Even in Canada, where marijuana has been legal for over a year, testing for roadside impairment continues to be a big issue today. Even though there's a saliva-based test that has been approved, there are still questions around its effectiveness and accuracy.
A company that is able to develop an accurate test for cannabis could become immensely valuable, and perhaps be an acquisition target as well. However, a solution is still likely going to be a long way away as not only will the test need to work, it'll have to win over the support of government and police forces as well.
Major impact for companies getting in on the hemp craze
Hemp products, because of their low THC content, don't give users a high and are safer to use, which is a key reason why hemp has been legalized federally through the farm bill. However, if instances of CBD products causing problems for users become more prevalent, it could call into question the potential growth of the cannabis industry.
One company that is looking to take advantage of the growing hemp market is Cronos Group (NASDAQ:CRON). In August, the Canadian-based pot producer acquired Lord Jones, a company that makes a variety of CBD products, effectively giving Cronos a strong footprint in the U.S.

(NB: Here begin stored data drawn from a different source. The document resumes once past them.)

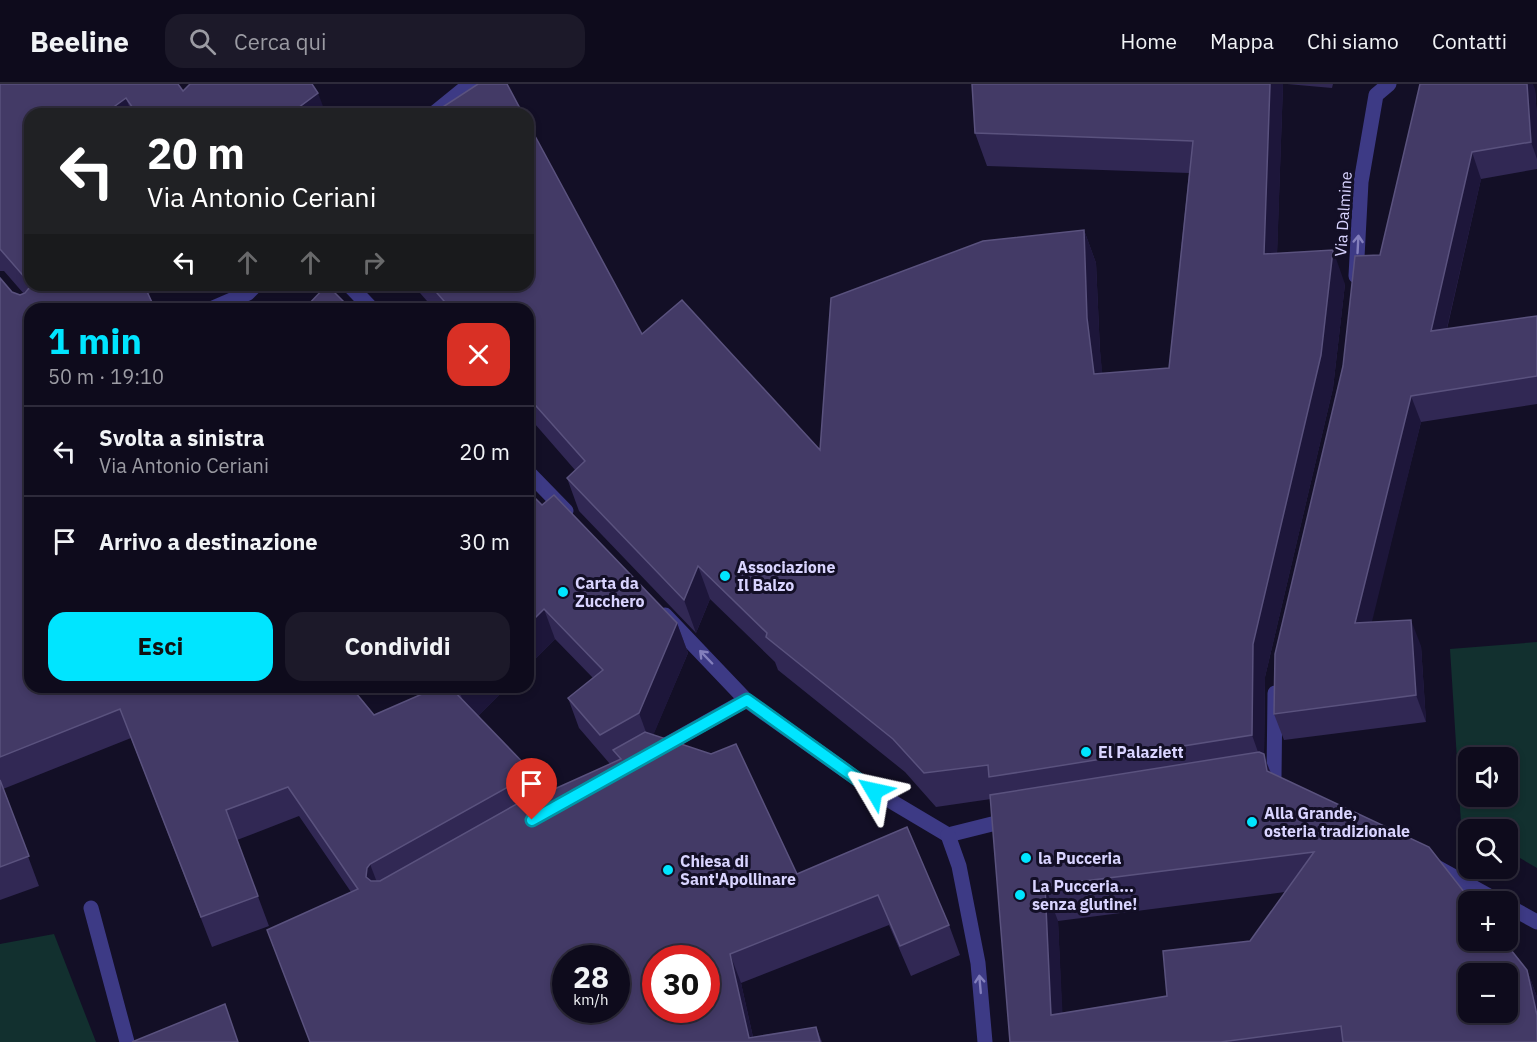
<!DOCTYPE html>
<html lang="it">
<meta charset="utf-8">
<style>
:root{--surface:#0e0b1c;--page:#1c1929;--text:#f1f3f6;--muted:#9b9ba3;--line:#2e2b3b;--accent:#00e5ff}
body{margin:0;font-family:"IBM Plex Sans",sans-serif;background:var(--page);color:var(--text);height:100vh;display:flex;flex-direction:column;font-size:22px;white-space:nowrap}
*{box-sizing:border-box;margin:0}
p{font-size:20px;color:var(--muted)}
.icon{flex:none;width:33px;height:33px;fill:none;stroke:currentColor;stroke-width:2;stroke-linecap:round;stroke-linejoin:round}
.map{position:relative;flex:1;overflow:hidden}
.side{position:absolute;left:24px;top:219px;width:510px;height:390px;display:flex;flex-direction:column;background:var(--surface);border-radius:18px;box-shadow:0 3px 9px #0003,0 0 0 2px var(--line)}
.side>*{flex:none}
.top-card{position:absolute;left:24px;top:24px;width:510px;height:183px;border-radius:18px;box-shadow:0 3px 9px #0003,0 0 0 2px var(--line);background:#202124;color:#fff;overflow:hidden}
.fabs{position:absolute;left:1458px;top:663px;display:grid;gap:12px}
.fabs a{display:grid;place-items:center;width:60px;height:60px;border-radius:12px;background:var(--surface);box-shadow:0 3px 9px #0003,0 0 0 2px var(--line);font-size:30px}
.speed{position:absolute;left:552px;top:861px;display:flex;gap:12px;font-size:30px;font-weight:700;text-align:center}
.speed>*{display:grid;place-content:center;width:78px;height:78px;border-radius:50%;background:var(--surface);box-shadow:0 3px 9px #0003,0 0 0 2px var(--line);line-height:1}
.speed small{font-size:15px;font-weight:400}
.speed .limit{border:9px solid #d22;background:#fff;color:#111}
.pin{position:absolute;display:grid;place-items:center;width:51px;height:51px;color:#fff;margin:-62px -26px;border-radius:50% 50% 50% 0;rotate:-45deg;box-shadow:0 0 6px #0007}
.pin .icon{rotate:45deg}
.me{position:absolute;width:66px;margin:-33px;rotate:306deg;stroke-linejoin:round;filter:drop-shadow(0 0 4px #0008)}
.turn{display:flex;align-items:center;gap:21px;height:126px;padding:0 24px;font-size:27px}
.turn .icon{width:78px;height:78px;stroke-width:2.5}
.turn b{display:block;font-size:42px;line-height:51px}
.lanes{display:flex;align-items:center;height:57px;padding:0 24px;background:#0003;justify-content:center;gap:30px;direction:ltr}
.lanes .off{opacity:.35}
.round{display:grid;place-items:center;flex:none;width:63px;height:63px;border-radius:18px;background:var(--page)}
.summary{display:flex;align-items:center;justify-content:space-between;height:102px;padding:0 24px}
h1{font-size:36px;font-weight:700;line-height:45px;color:var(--accent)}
.button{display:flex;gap:12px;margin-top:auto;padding:12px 24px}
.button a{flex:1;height:69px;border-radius:18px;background:var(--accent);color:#111;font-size:24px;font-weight:700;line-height:69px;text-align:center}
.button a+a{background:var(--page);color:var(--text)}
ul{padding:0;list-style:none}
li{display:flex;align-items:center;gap:18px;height:90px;padding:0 24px;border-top:2px solid var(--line)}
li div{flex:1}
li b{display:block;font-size:22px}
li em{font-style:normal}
header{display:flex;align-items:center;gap:36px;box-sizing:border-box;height:84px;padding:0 30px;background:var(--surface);border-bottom:2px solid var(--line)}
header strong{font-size:28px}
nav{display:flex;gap:33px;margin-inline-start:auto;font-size:21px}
.search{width:420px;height:54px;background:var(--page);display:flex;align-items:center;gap:15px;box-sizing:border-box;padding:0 21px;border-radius:18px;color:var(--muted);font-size:22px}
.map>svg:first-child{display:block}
.green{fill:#12302f;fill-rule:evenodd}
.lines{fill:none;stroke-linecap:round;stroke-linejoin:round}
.service{stroke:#3d3a85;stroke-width:15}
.minor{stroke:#3d3a85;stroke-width:15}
.wall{fill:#312854;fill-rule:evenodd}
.shaded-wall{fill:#1d163a}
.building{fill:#433a66;stroke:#5a527e;stroke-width:1.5;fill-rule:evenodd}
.oneway{stroke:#837fbc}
.route-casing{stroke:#0095a6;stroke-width:15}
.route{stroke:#00e5ff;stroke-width:10}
.poi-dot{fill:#00e5ff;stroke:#130f26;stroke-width:2}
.labels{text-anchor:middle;stroke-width:6;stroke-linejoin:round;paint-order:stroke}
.street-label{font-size:16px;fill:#d9d4ff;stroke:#130f26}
.poi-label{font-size:16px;font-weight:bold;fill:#d9d4ff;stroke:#130f26;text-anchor:start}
</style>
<header>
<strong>Beeline</strong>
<div class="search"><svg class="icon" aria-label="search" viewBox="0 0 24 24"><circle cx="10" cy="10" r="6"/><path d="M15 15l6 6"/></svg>Cerca qui</div>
<nav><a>Home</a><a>Mappa</a><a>Chi siamo</a><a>Contatti</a></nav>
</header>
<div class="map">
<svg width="1537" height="958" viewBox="0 0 1537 958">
<rect width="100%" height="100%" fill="#130f26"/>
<g class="green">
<path d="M1537,558V784L1508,767V746L1472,745L1461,739L1450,565ZM1468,674H1508V712H1468Z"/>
<polygon points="54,850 96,958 0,958 0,860"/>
</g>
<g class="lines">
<polyline class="service" points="655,667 746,616"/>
<g class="minor">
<polyline points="433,30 470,0"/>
<polyline points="1356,192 1361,98 1376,11 1389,0"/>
<polyline points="349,201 372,225"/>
<polyline points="211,225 248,209 256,201"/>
<polyline points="528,388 566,427"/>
<polyline points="665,531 746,616 874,707 948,751"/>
<polyline points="1274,693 1275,609"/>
<polyline points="948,751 1012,735"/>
<polyline points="948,751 959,782 978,879 985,958"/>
<polyline points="1433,781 1500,818"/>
<polyline points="1508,822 1537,838"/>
<polyline points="91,824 127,958"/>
</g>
</g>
<g class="wall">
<polygon points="0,0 183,7 326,30 30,30 30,201 168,201 148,210 30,225 374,631 438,603 507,603 478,632 533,689 539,707 550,707 610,680 579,644 568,614 593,594 555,555 528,582 542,421 677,539 688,569 653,651 797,790 907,743 949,841 960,871 911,892 889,841 741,899 753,953 816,943 822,958 310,958 267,846 351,808 299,732 237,756 269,842 212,863 131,654 3,705 39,802 0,816 0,194 12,208 20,211 24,210 4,187 0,187"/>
<path d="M1283,0L1277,169L1345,200L1333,304L1265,593L1264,672L1271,689L1527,886L1537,913V958H1010L991,715L936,723L905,688L778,586L775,578L710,515L696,549L579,427L567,394L575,386L528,332V225H434L413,201H528L642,250L820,366L1084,146L1096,179L1100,267L1102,290L1169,284L1189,89L987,82L975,49ZM1285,808L1250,857L1167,912L1062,929L1058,837Z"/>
<polygon points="1287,0 1333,0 1332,4"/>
<polygon points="1420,0 1535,5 1537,34 1537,85 1481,95 1447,245 1537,232 1537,320 1421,338 1371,538 1421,562 1426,638 1284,656 1274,630 1380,171"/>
</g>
<g class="shaded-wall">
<polygon points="1270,0 1283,0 1276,203 1264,170"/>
<polygon points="1527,0 1533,0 1535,5 1537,34 1537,75 1531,58"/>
<polygon points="318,9 326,30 295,30 294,27"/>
<polygon points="126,14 132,30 104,30"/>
<polygon points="246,25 248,30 240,30"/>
<polygon points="1472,68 1481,95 1440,274 1431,247"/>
<polygon points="1084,146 1096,179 1100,267 1106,324 1094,290 1087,234"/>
<polygon points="1333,166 1345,200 1333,304 1265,593 1264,672 1277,706 1264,685 1252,651 1253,560"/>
<polygon points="1411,312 1421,338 1365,566 1355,539"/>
<polygon points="698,482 710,515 696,549 684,516"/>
<polygon points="544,525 555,555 528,582 528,541"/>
<polygon points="1411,536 1421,562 1426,638 1416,611"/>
<polygon points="677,539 688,569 650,659 639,629"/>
<polygon points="466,603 507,603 471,639 460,609"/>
<polygon points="370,780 381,809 366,793 367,784"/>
<polygon points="1045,802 1058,837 1064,958 1051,931"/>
<polygon points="730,870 741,899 754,958 749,954"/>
<polygon points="1527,886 1537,913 1537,931"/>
</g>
<g class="building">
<path d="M0,0H178L183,7L190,0H312L318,9L294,27L296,30H249L246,25L240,30H137L126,14L104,30H30V201H144L155,225H30V603H351L374,631L438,603H450L533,689L370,780L367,784L366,793L371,797H380L547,703L550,707L621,675L613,666L645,648L711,670L736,660L797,790L907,743L949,841L900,862L878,811L730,870L749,954L816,943L820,958H310L267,846L358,805L288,703L226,726L258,812L201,833L120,625L0,673V194L12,208L20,211L25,209L29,204L27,196L0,165ZM566,874H616V926H566ZM656,874H706V926H656Z"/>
<polygon points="478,0 507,0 523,30 432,30"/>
<polygon points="972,0 1270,0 1264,170 1333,166 1321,271 1253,560 1252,651 989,693 988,681 924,689 893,655 766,553 767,549 698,482 684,516 567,394 585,377 528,313 528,225 451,225 430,201 528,201 528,39 642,250 682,216 820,366 831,214 983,157 1084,146 1087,234 1094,290 1169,284 1193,57 975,49"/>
<polygon points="1420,0 1527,0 1531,58 1472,68 1431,247 1537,232 1537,292 1411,312 1355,539 1411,536 1416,611 1274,630 1275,570 1343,282 1355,172 1380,171"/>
<polygon points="327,201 351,225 304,225"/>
<polygon points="528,407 542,421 554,411 677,539 639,629 600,651 568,614 603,586 544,525 528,541"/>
<polygon points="455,603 466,603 460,609"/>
<path d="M1259,668L1264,670L1267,687L1429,763L1472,818H1468V856H1503L1527,886L1537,931V958H1343L1341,942L1221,958H1010L990,711ZM1314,768L1250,857L1163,867L1167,912L1051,931L1045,802ZM1468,890H1508V928H1468Z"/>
<polygon points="0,696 29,772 0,783"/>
<polygon points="225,920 238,958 132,958"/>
</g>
<defs><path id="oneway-shaft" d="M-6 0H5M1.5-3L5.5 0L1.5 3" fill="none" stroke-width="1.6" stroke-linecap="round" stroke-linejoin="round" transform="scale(1.5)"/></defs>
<g class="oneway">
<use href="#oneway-shaft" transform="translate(1358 160) rotate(-87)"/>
<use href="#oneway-shaft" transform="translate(706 573) rotate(-134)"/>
<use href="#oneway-shaft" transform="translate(980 900) rotate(-95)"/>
</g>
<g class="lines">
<g class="route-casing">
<polyline id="route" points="532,736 747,616 874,707"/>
</g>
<use href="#route" class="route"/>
</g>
<g class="poi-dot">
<circle cx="725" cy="492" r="6"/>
<circle cx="563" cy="508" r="6"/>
<circle cx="1086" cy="668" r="6"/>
<circle cx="1252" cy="738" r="6"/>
<circle cx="1026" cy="774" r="6"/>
<circle cx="668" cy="786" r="6"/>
<circle cx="1020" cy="811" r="6"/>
</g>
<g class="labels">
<g class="street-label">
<text transform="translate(1343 130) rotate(-86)" y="6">Via Dalmine</text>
</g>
<g class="poi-label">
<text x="737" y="489">Associazione<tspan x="737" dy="18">Il Balzo</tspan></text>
<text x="575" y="505">Carta da<tspan x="575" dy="18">Zucchero</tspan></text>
<text x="1098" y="674">El Palaziett</text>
<text x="1264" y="735">Alla Grande,<tspan x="1264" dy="18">osteria tradizionale</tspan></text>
<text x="1038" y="780">la Pucceria</text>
<text x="680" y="783">Chiesa di<tspan x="680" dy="18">Sant'Apollinare</tspan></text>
<text x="1032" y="808">La Pucceria...<tspan x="1032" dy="18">senza glutine!</tspan></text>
</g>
</g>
</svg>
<div class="fabs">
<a><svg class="icon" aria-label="sound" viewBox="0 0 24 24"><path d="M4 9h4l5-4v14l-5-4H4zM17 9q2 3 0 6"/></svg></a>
<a><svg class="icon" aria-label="search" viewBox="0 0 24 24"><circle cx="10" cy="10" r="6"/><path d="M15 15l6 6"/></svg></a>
<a>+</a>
<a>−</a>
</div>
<div class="speed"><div>28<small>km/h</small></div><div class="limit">30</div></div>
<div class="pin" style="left:532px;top:736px;background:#d93025"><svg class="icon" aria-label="arrive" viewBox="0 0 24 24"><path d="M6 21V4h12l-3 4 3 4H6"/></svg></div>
<svg class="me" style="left:874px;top:707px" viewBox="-20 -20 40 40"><path d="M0-17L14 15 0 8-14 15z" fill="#00e5ff" stroke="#fff" stroke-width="4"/></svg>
<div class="top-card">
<div class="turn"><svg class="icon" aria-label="left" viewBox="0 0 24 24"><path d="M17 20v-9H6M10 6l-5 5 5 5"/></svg><div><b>20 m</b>Via Antonio Ceriani</div></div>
<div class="lanes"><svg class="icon" aria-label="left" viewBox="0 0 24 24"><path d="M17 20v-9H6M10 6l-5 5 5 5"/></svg><svg class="icon off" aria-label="ahead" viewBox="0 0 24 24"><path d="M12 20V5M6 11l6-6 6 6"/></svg><svg class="icon off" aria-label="ahead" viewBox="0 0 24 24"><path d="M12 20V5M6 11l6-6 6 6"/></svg><svg class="icon off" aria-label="right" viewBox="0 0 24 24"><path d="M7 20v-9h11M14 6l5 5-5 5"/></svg></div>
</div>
<section class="side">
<div class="summary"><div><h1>1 min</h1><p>50 m · 19:10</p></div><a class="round" style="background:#d93025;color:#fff"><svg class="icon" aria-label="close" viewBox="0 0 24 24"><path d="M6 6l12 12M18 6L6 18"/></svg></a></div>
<ul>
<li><svg class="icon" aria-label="left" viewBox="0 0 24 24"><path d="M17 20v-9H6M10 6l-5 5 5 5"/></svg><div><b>Svolta a sinistra</b><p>Via Antonio Ceriani</p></div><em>20 m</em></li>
<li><svg class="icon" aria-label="arrive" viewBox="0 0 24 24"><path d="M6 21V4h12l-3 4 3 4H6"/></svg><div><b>Arrivo a destinazione</b></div><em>30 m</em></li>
</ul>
<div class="button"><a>Esci</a><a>Condividi</a></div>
</section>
</div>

Cronos' aggressive strategy for CBD got investors very excited about the stock's potential. Unfortunately, since the deal was announced in August, the stock has fallen more than 40% as pot stocks as a whole have struggled, largely due to concerns relating to a lack of profitability in the industry. That's why there's a lot at stake for not just Cronos, but other cannabis companies that are looking to tap into the hemp market, which should be a much safer growth option for cannabis producers.
However, concerns about marijuana testing could become obstacles for the industry, and it's an issue that needs immediate attention to help ensure that users aren't scared away from using CBD. The sooner that more accurate testing procedures become available, the safer cannabis companies and consumers will be.